Recorded data Block Start

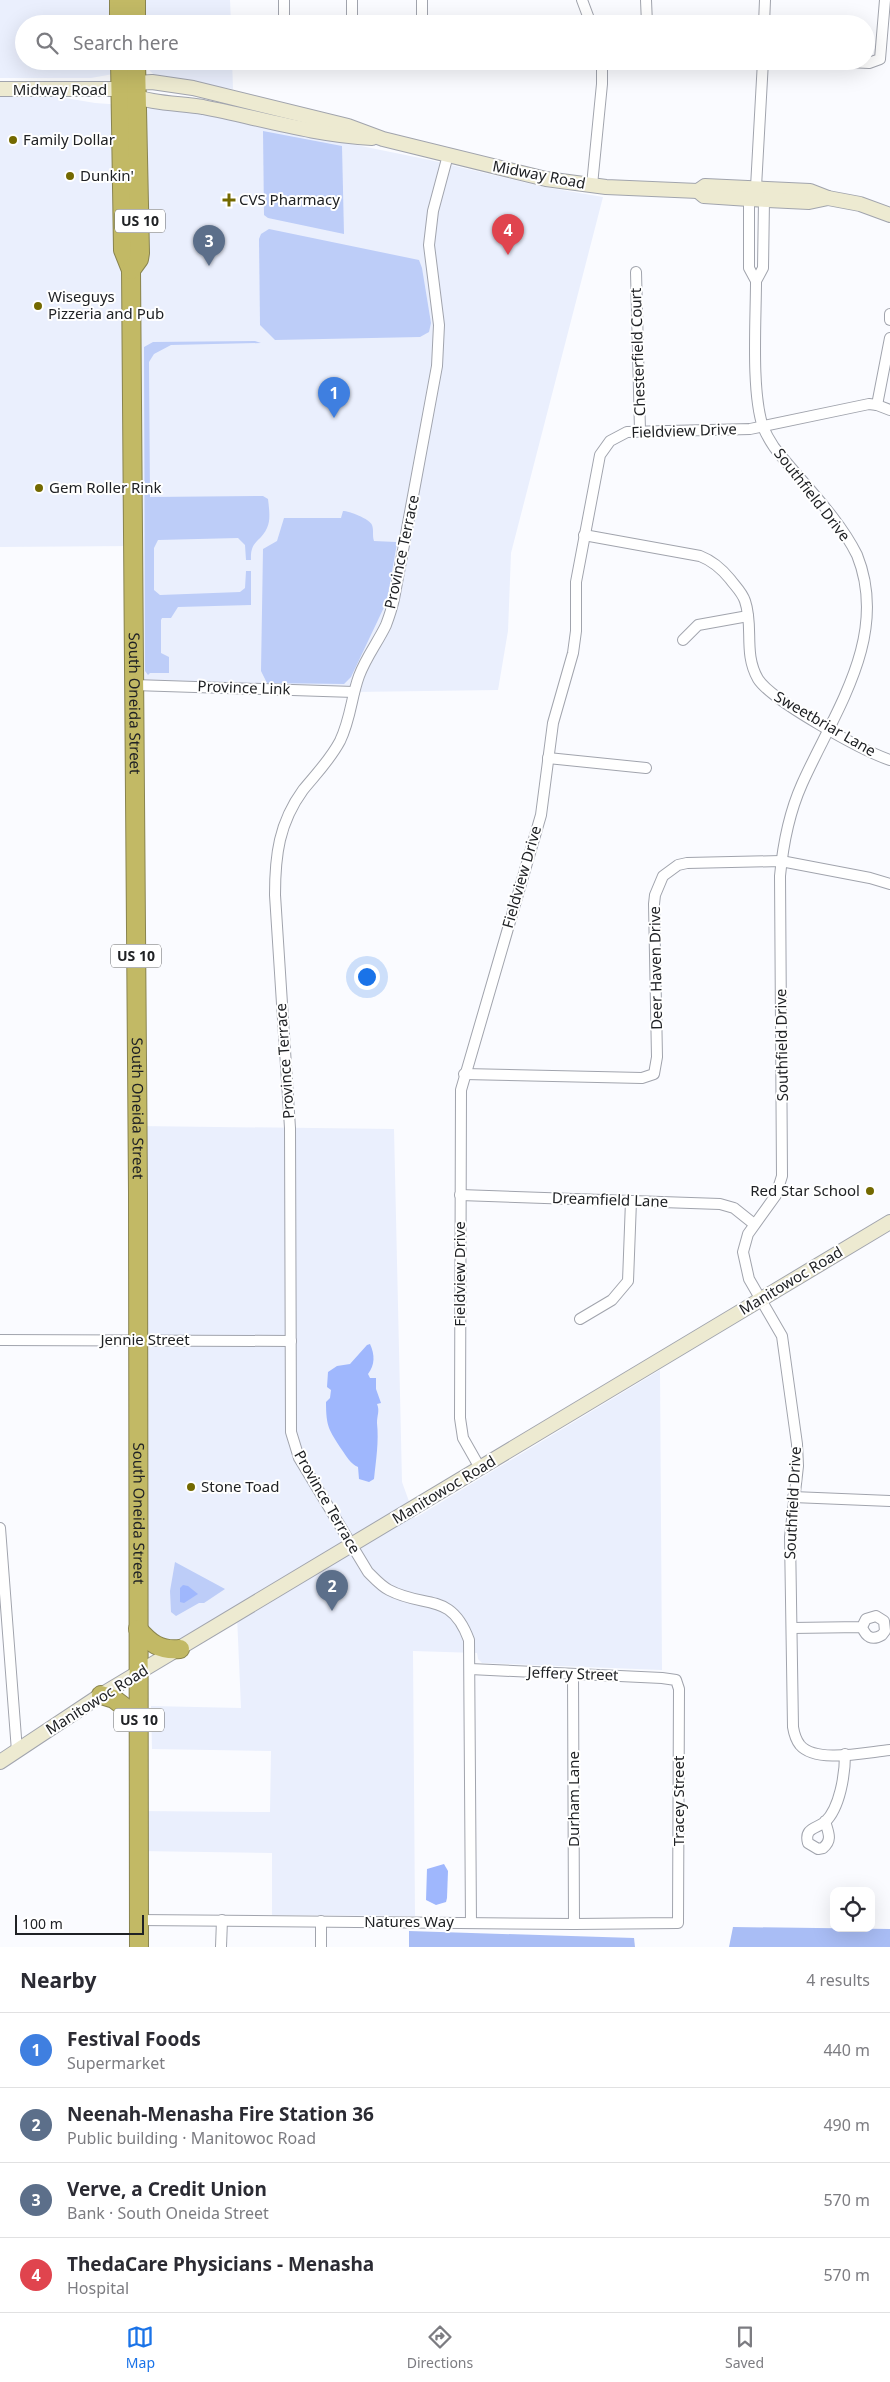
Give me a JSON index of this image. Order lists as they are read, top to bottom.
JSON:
{
  "streets": {
    "highway": ["US 10", "South Oneida Street"],
    "street": [
      "Midway Road",
      "Chesterfield Court",
      "Fieldview Drive",
      "Southfield Drive",
      "Province Terrace",
      "Province Link",
      "Sweetbriar Lane",
      "Deer Haven Drive",
      "Dreamfield Lane",
      "Manitowoc Road",
      "Jennie Street",
      "Jeffery Street",
      "Durham Lane",
      "Tracey Street",
      "Natures Way"
    ]
  },
  "crossings": [
    ["Midway Road", "Southfield Drive"],
    ["Midway Road", "Province Terrace"],
    ["Midway Road", "South Oneida Street"],
    ["Chesterfield Court", "Fieldview Drive"],
    ["Fieldview Drive", "Southfield Drive"],
    ["Fieldview Drive", "Sweetbriar Lane"],
    ["Fieldview Drive", "Deer Haven Drive"],
    ["Fieldview Drive", "Dreamfield Lane"],
    ["Fieldview Drive", "Manitowoc Road"],
    ["Southfield Drive", "Sweetbriar Lane"],
    ["Southfield Drive", "Deer Haven Drive"],
    ["Southfield Drive", "Dreamfield Lane"],
    ["Southfield Drive", "Manitowoc Road"],
    ["Province Terrace", "Province Link"],
    ["Province Terrace", "Manitowoc Road"],
    ["Province Terrace", "Jennie Street"],
    ["Province Terrace", "Jeffery Street"],
    ["Province Terrace", "Natures Way"],
    ["Province Link", "South Oneida Street"],
    ["South Oneida Street", "Manitowoc Road"],
    ["South Oneida Street", "Jennie Street"],
    ["South Oneida Street", "Natures Way"],
    ["Jeffery Street", "Durham Lane"],
    ["Jeffery Street", "Tracey Street"],
    ["Durham Lane", "Natures Way"],
    ["Tracey Street", "Natures Way"]
  ],
  "places": {
    "other": [
      "Family Dollar",
      "Dunkin'",
      "Wiseguys Pizzeria and Pub",
      "Gem Roller Rink",
      "Red Star School",
      "Stone Toad"
    ],
    "health": ["CVS Pharmacy"]
  },
  "scale_bar": "100 m",
  "page": {
    "search": "Search here",
    "pins": [
      "4",
      "3",
      "1",
      "2"
    ],
    "scale": "100 m",
    "heading": ["Nearby", "4 results"],
    "list": [
      {
        "mark": "1",
        "name": "Festival Foods",
        "note": "Supermarket",
        "value": "440 m"
      },
      {
        "mark": "2",
        "name": "Neenah-Menasha Fire Station 36",
        "note": "Public building · Manitowoc Road",
        "value": "490 m"
      },
      {
        "mark": "3",
        "name": "Verve, a Credit Union",
        "note": "Bank · South Oneida Street",
        "value": "570 m"
      },
      {
        "mark": "4",
        "name": "ThedaCare Physicians - Menasha",
        "note": "Hospital",
        "value": "570 m"
      }
    ],
    "nav": ["Map", "Directions", "Saved"]
  }
}
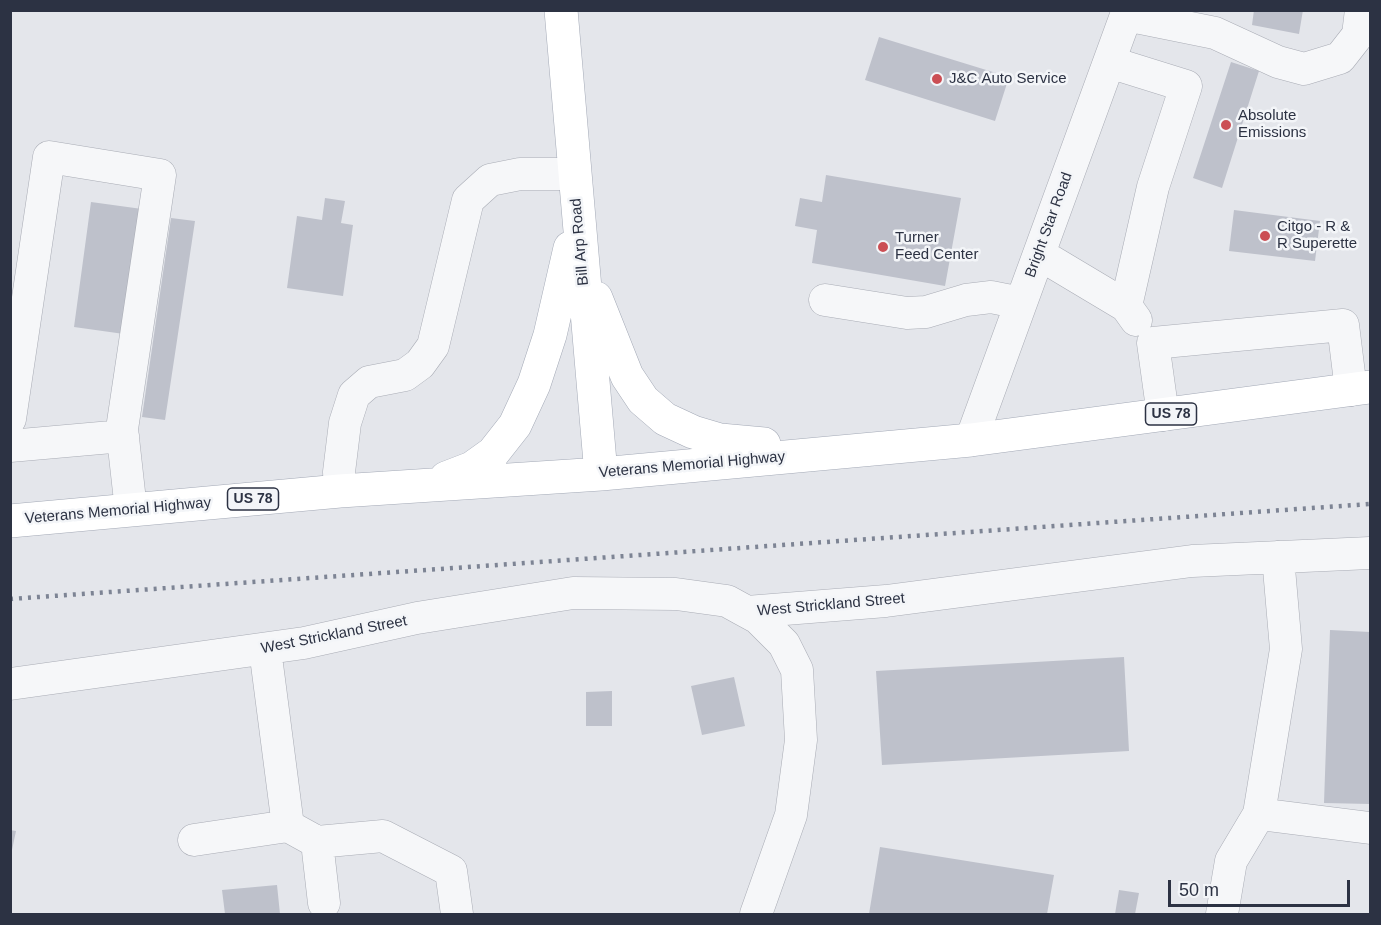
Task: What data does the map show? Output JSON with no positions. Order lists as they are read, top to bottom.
{
  "streets": {
    "main road": ["Bill Arp Road", "US 78", "Veterans Memorial Highway"],
    "street": ["Bright Star Road", "West Strickland Street"]
  },
  "crossings": [
    ["Bright Star Road", "Veterans Memorial Highway"],
    ["Bill Arp Road", "Veterans Memorial Highway"]
  ],
  "places": [
    "J&C Auto Service",
    "Absolute Emissions",
    "Citgo - R & R Superette",
    "Turner Feed Center"
  ],
  "scale_bar": "50 m"
}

Recorded data Block End

Reproduce every line from the preceding data in which the word "they" can be found.

Give me a JSON index of this image. Order lists as they are read, top to bottom.
Task: What data does the map show? Output JSON with no positions. Order lists as they are read, top to bottom.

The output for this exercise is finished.